The lines below starting at the line containing "Instruction: Read this" and ending at the line containing "Serialize what can" are to be repeated exactly, with both ends kept and nothing else added.

= = = =

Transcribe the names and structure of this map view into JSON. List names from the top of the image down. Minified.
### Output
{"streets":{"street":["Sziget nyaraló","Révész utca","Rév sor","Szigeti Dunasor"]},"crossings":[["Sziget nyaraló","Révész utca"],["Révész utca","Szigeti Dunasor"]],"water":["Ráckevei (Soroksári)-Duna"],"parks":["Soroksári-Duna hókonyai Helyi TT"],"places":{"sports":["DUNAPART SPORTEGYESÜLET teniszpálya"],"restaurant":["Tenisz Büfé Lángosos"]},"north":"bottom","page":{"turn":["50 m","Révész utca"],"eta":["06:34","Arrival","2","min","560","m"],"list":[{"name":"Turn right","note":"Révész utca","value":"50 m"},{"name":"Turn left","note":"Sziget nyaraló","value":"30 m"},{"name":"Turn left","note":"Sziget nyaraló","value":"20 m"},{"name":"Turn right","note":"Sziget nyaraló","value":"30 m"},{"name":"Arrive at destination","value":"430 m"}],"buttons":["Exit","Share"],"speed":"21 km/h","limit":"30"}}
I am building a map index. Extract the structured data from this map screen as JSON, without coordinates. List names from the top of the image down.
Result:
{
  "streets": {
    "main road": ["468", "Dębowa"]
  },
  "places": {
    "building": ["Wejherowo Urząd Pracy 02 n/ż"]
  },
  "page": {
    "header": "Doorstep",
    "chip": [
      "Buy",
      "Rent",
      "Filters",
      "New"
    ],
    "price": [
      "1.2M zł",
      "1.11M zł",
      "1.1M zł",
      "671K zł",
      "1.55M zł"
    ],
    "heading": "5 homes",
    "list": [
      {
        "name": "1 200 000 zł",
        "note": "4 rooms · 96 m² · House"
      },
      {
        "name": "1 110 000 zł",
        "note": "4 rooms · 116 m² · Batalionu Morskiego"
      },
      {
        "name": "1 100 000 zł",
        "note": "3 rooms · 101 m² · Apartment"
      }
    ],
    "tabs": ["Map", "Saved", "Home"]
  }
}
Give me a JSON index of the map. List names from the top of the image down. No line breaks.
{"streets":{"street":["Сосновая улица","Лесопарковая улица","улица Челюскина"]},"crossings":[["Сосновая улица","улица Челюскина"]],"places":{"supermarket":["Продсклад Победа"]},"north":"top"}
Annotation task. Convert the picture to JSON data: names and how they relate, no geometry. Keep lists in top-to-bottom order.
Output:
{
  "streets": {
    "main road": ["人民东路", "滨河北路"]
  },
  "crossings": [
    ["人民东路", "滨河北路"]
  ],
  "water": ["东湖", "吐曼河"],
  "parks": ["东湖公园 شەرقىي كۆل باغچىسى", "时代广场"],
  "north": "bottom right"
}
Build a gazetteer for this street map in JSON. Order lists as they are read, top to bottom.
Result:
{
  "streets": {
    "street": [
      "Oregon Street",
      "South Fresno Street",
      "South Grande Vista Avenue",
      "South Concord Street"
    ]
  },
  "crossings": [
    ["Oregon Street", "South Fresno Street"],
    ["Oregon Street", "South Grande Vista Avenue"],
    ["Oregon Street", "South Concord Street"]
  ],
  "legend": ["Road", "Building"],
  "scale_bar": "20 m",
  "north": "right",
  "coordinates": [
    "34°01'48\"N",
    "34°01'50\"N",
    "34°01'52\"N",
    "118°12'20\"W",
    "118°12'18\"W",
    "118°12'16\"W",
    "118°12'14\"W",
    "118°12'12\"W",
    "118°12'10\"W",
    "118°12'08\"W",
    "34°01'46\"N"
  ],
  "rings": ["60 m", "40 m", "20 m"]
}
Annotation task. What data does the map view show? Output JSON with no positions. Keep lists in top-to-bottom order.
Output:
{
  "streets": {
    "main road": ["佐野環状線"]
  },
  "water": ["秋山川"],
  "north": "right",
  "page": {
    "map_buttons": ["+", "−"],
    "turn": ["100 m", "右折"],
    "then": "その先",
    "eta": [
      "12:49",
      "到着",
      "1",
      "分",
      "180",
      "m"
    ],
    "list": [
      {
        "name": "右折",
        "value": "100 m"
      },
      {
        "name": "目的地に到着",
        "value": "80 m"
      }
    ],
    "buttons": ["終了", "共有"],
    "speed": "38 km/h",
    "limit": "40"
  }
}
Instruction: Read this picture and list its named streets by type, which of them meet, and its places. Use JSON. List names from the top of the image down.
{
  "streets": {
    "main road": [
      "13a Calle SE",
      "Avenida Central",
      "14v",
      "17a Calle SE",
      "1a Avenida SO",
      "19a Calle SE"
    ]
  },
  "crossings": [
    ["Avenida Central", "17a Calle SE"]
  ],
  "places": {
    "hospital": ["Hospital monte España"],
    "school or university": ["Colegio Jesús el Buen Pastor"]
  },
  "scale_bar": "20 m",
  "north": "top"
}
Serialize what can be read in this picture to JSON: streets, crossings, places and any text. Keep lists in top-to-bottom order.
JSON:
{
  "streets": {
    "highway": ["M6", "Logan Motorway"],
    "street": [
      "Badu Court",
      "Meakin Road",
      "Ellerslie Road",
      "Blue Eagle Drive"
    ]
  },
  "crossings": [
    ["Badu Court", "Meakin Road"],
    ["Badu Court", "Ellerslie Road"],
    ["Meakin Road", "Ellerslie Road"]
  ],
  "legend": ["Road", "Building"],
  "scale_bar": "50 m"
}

= = = =

ANSWER SPACE >>
Instruction: Read this picture and list its named streets by type, which of them meet, and its places. Use JSON. List names from the top of the image down.
{
  "streets": {
    "main road": [
      "13a Calle SE",
      "Avenida Central",
      "14v",
      "17a Calle SE",
      "1a Avenida SO",
      "19a Calle SE"
    ]
  },
  "crossings": [
    ["Avenida Central", "17a Calle SE"]
  ],
  "places": {
    "hospital": ["Hospital monte España"],
    "school or university": ["Colegio Jesús el Buen Pastor"]
  },
  "scale_bar": "20 m",
  "north": "top"
}
Serialize what can be read in this picture to JSON: streets, crossings, places and any text. Keep lists in top-to-bottom order.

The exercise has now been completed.